Es ist auch nicht fehlerhaft und verstößt nicht gegen das AGG, dass die Sozialauswahl innerhalb von Altersgruppen vorgenommen wurde und das Alter schematisch im Rahmen eines Punktesystems berücksichtigt wurde. Auf die zutreffenden Ausführungen des Arbeitsgerichts wird Bezug genommen. Die Beklagte hat im Einzelnen ihr Interesse dargelegt, dass es bei einem Durchschnittsalter in der Fertigung von 43 Jahren durch den Personalabbau nicht zu einer Überalterung der Belegschaft kommt. Es ist nachvollziehbar, dass die Weitergabe von Erfahrungswissen älteren Mitarbeiter an jüngere Mitarbeiter gewährleistet werden muss und für einen Betrieb nicht nur die Vorteile, die ein höheres Lebensalter mit sich bringt wichtig sind, sondern auch die, die mit jüngeren Jahren verbunden sind. Es ist dem Bundesarbeitsgericht zu folgen, dass entschieden hat, dass eine soziale Auswahl nach Altersgruppen nach § 10 S. 1 AGG gerechtfertigt ist, da damit einer Überalterung des Betriebs entgegengewirkt wird und die Bevorzugung älterer Arbeitnehmer relativiert wird (BAG vom 06. November 2008 - 2 AZR 701/07).

c)

Der Kläger kann sich nicht auf die Arbeitnehmer A, B und C als weniger schutzwürdig berufen.

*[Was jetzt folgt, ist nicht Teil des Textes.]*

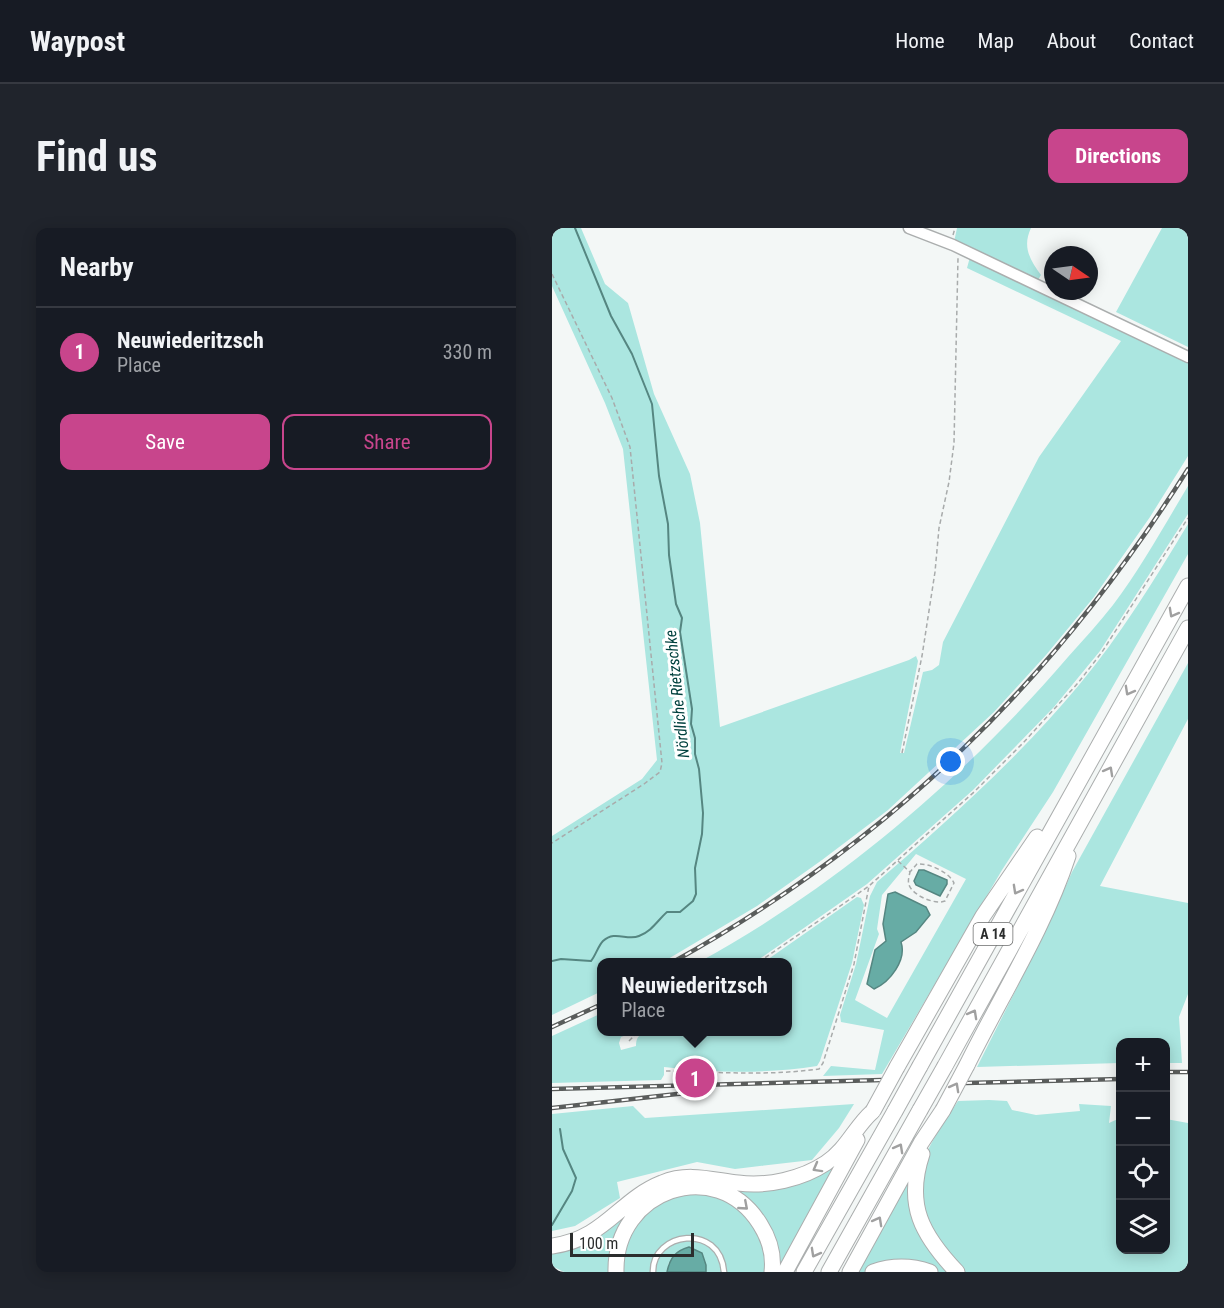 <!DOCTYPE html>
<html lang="en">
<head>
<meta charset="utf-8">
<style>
  :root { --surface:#171b24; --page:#20242c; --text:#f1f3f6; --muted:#9ea1a6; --line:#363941; --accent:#c8458c }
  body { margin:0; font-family:"Roboto Condensed",sans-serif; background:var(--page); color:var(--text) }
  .controls { position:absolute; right:18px; bottom:18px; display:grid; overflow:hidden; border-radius:12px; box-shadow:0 3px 15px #0003 }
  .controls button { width:54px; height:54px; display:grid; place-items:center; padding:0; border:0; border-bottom:2px solid var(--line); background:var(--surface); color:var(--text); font:30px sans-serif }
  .compass { position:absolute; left:492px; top:18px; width:54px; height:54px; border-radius:50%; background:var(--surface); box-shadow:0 3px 15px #0003; rotate:103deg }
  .scale { position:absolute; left:18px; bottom:15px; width:124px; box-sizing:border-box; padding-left:6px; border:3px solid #2b2d2d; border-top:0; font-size:16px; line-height:21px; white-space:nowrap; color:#2b2d2d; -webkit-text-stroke:4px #fff; paint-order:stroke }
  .you { position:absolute; left:399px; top:534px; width:21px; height:21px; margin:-15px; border:4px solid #fff; border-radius:50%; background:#1a73e8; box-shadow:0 0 0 9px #1a73e833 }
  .badge { display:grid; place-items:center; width:39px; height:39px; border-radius:50%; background:var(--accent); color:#fff; font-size:20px; font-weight:700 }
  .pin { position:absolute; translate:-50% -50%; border:3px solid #fff; box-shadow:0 2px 6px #0006 }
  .popup { position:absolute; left:45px; top:730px; width:195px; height:78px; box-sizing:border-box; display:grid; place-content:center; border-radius:12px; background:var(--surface); filter:drop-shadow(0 2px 4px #0005); font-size:20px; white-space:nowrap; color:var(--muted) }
  .popup b { font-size:22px; color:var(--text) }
  .popup::after { content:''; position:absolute; left:50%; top:100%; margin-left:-12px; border:12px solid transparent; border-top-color:var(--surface) }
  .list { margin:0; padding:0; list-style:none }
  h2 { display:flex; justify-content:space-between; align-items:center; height:78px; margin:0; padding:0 24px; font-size:26px }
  h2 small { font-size:20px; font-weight:400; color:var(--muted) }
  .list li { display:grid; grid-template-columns:39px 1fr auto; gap:18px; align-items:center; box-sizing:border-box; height:90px; padding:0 24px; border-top:2px solid var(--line) }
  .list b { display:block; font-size:22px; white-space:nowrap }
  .list p { margin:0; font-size:20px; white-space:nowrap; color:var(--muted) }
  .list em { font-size:20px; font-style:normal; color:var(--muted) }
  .actions { display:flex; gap:12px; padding:18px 24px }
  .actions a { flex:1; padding:14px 0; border:2px solid var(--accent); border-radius:12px; text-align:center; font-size:21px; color:var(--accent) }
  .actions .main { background:var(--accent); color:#fff }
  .icon { flex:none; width:33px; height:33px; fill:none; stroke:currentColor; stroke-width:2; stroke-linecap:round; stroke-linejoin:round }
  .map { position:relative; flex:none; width:636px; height:1044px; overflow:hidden; border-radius:12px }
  header { display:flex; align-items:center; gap:36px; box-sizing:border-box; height:84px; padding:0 30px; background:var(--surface); border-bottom:2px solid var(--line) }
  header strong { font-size:28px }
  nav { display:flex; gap:33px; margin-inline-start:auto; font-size:21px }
  .intro { display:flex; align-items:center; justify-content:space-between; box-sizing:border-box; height:144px; padding:0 36px }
  h1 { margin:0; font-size:42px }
  .button { padding:15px 27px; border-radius:12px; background:var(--accent); color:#fff; font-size:21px; font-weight:700 }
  main { display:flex; gap:36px; padding:0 36px }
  aside { flex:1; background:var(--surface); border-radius:12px; box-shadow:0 3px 15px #0003 }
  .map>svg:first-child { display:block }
  .green { fill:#abe6e0; fill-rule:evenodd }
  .water { fill:#67aca5; stroke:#558681; stroke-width:1.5 }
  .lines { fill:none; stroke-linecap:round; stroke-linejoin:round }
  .stream { stroke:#558681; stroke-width:2 }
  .service-casing { stroke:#abaeae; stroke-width:7 }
  .tertiary-casing { stroke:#abaeae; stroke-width:13 }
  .motorway-casing { stroke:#abaeae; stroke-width:17 }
  .path { stroke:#a8abab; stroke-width:1.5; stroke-dasharray:4.5 3; stroke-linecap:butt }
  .service { stroke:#fff; stroke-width:4.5 }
  .tertiary { stroke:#fff; stroke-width:10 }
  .motorway { stroke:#fff; stroke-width:15 }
  .rail-casing { stroke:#5a5d5c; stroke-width:4.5 }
  .rail { stroke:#fff; stroke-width:2; stroke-dasharray:7; stroke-linecap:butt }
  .motorway-bridge-casing { stroke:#abaeae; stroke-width:17; stroke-linecap:butt }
  .motorway-bridge { stroke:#fff; stroke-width:15 }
  .oneway { stroke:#a0a0a0 }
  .labels { text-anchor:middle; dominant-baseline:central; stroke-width:6; stroke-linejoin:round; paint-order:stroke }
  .shield { fill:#fff; stroke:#6b6c6c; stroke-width:1.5 }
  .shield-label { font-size:14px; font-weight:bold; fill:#2b2d2d }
  .water-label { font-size:16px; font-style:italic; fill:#00413e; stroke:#fff }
</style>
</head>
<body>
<header>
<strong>Waypost</strong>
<nav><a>Home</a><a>Map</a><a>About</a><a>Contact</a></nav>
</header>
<div class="intro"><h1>Find us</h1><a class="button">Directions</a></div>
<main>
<aside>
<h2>Nearby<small></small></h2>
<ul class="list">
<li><span class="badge">1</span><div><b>Neuwiederitzsch</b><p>Place</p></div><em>330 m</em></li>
</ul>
<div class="actions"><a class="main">Save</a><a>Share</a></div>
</aside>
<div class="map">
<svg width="636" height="1044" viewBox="0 0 636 1044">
  <rect width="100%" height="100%" fill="#f3f7f6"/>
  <path class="green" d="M 0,0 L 29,0 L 53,56 L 76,75 L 102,166 L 138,246 L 148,295 L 168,499 L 357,432 L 364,428 L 366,433 L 348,525 L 352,525 L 371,444 L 380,442 L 387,437 L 391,414 L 487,229 L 569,113 L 415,40 L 418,29 L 636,134 L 636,228 L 598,289 L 542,369 L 494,427 L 442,484 L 336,582 L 270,632 L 205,678 L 111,734 L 50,734 L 50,763 L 0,787 L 0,608 L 90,551 L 105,532 L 71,221 L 53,175 L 0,58 Z
    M 405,0 L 479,0 C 470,19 478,32 489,47 L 486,52 L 402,14 Z
    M 610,0 L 636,0 L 636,119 L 564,84 Z
    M 636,258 L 636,286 L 548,423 L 502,479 L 421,562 L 315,656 L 203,734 L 147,734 C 285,659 414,548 516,429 C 531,412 547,395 561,377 C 589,340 612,298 636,258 Z
    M 636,296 L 636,326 L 501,564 L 450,642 L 330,846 L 271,848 L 279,838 L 323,842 L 332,802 L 289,794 L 288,787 L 304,736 L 318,668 L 325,654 C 396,593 467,529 527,457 C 568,408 603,351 636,296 ZM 364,626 L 414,651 L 335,790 L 303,772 L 327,706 L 325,701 L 330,667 Z
    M 636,435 L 636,491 L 548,658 L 636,675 L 636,766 L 627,789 L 630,835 L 614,835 L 614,814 L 568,814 L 568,835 L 425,839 L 494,702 L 520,644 Z
    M 305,669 L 309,670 L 312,677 L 300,735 L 268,833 L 265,838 C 215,846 162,845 112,839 L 112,847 L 109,852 L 0,855 L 0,808 L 50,785 L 50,804 L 82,804 L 69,809 L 67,815 L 69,822 L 84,818 C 84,811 86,807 93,804 L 236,804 L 236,734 L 212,734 Z
    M 437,872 L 455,873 L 460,882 L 484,887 L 528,883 L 527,876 L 559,878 L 557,895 L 568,890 L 568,1022 L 614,1022 L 614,891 L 636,895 L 636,1044 L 413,1044 C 388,1016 362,983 369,942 C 374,919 393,893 406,873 Z
    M 302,876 L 287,900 L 260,932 L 183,941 L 145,934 L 65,954 L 68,970 L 23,998 L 0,1003 L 0,886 L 81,878 L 93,890 Z
    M 287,934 L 227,1039 L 225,1026 L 167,959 Z
    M 357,944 L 359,967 L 397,1044 L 387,1044 L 378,1039 L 319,1040 L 312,1044 L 303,1044 Z
    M 125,966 L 155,966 L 181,975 L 212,1012 L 216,1044 L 154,1044 L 154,1037 L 117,1034 L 115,1044 L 69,1044 L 71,1020 L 89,987 Z
    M 72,988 L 75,988 L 60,1044 L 12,1044 L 0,1038 L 0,1021 Z"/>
  <path class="water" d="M 367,642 L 372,642 L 395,652 L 395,656 L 388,668 L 364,657 L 362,653 Z
    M 343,664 L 374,679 L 378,687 L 364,704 L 349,714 C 355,732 338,754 322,761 L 315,756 L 323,722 L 334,713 L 331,696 L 336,666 Z
    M 137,1019 L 150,1025 L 154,1037 L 154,1044 L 115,1044 C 118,1030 123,1023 137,1019 Z"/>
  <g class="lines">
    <path class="stream" d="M 0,733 L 9,731 L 39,733 C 44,727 46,718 51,713 C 63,702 75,713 87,708 C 100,703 105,693 115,684 L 128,684 L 141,673 L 144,666 L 143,640 L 150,606 L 151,585 L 147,541 L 143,526 L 143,510 L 139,496 L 140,481 L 128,404 L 130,390 L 124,376 L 117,327 L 116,296 L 107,248 L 100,176 L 80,126 L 59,88 L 23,0
      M 0,997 L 20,963 L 24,950 L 11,921 L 8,901"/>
    <defs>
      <path id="service" d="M 101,1044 C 100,1004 168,994 172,1044"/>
      <path id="tertiary" d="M 357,0 L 401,17 L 636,129"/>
      <path id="motorway" d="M 415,837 C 449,768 492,701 516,628
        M 368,838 L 636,358
        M 393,838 L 636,400
        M 345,839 L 431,688 L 485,609
        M 370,926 C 353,977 370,1007 405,1044
        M 0,1018 C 53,1011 67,972 110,955 C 136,944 160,952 186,955 C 215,959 250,951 274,935 C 295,921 303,899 320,884
        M 64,1044 C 62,962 164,926 208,996 C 217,1010 222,1027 220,1044
        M 233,1044 L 305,912
        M 252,1044 L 343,883
        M 277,1044 L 368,882
        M 298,1044 L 369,915 L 391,882
        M 321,1044 C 341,1037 358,1037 378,1044"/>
    </defs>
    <use href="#service" class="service-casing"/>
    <use href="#tertiary" class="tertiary-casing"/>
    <use href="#motorway" class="motorway-casing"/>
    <path class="path" d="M 401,7 L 403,0
      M 0,46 L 60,170 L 78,219 L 110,535 L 108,544 L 92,556 L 0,615
      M 350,525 L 370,428 L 383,344 L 387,300 L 397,254 L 402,215 L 406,30
      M 346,633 L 358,644 L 365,636 C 377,635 397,644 402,655 L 393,673 C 383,677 363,668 358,659 C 355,654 357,649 358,644
      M 207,734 L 317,658 L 422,564 L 471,515 L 526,455 L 550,424 L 636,290
      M 77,813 L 86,804
      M 114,843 C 165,844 216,848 267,841 L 271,835 L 302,736 L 317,658"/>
    <use href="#service" class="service"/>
    <use href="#tertiary" class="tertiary"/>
    <use href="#motorway" class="motorway"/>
    <defs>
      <path id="rail" d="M 121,734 C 339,613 503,452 636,241
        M 0,799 L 50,776
        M 614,844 L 636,844
        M 413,855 L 568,851
        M 0,861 L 330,852
        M 0,880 L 134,865"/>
    </defs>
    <use href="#rail" class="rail-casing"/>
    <use href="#rail" class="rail"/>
    <defs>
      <path id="motorway-bridge" d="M 368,882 L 393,838
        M 391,882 L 415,837
        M 321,883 L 345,839
        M 343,883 L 368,838"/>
    </defs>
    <use href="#motorway-bridge" class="motorway-bridge-casing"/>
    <use href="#motorway-bridge" class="motorway-bridge"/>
  </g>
  <defs><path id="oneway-chevron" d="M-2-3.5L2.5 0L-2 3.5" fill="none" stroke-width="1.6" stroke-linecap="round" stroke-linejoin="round" transform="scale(1.5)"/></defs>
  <g class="oneway">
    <use href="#oneway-chevron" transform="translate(621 385) rotate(119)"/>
    <use href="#oneway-chevron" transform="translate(577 463) rotate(119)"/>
    <use href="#oneway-chevron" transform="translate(557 543) rotate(-61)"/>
    <use href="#oneway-chevron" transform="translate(465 662) rotate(119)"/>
    <use href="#oneway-chevron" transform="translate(421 786) rotate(-61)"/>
    <use href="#oneway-chevron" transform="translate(403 859) rotate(-61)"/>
    <use href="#oneway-chevron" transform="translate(347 920) rotate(-61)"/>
    <use href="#oneway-chevron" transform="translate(265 940) rotate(151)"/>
    <use href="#oneway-chevron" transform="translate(192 978) rotate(41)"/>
    <use href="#oneway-chevron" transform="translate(326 993) rotate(-61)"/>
    <use href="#oneway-chevron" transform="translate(263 1025) rotate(119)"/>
  </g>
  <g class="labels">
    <rect class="shield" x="421.5" y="695" width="39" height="22" rx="4.5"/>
    <g class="shield-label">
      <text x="441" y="706">A 14</text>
    </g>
    <g class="water-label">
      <text transform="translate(125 466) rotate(-96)">Nördliche Rietzschke</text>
    </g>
  </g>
</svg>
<div class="controls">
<button>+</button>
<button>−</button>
<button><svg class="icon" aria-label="locate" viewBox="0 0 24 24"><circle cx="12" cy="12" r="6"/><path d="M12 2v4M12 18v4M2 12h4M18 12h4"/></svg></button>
<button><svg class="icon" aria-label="layers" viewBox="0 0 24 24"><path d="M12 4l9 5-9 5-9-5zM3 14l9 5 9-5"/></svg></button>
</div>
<svg class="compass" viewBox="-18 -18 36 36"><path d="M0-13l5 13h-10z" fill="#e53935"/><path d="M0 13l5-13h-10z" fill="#9ea1a6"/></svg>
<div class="scale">100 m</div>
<div class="you"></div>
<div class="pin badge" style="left:143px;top:850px">1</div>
<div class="popup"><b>Neuwiederitzsch</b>Place</div>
</div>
</main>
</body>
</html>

Der Kläger ist nicht substantiiert den Gründen entgegengetreten, die die Beklagte dafür angeführt hat, dass deren Weiterbeschäftigung wegen ihrer Kenntnisse und Fähigkeiten im berechtigten betrieblichen Interesse liegt. Es ist jedenfalls nicht grob fehlerhaft, die Arbeitnehmer, die universell oder sehr vielseitig einsetzbar sind oder über Spezialkenntnisse verfügen unter diesen Gesichtspunkten nicht in die Sozialauswahl einzubeziehen. Andere Arbeitnehmer, die grob fehlerhaft als sozial schutzwürdiger als er angesehen worden wären, und deshalb von einer Kündigung verschont blieben hat der Kläger nicht benannt. Ob sämtliche als betriebsnotwendig von der Sozialauswahl ausgenommenen Arbeitnehmer zu Recht nicht einzubeziehen waren, kann dahinstehen. Es ist Sache des Klägers, darzutun, dass in seinem Fall die Sozialauswahl grob fehlerhaft war.

4.

Der Kläger hat die Kosten des Rechtsstreits zu tragen, weil er diesen verloren hat.

5.

Für die Zulassung der Revision besteht kein Grund.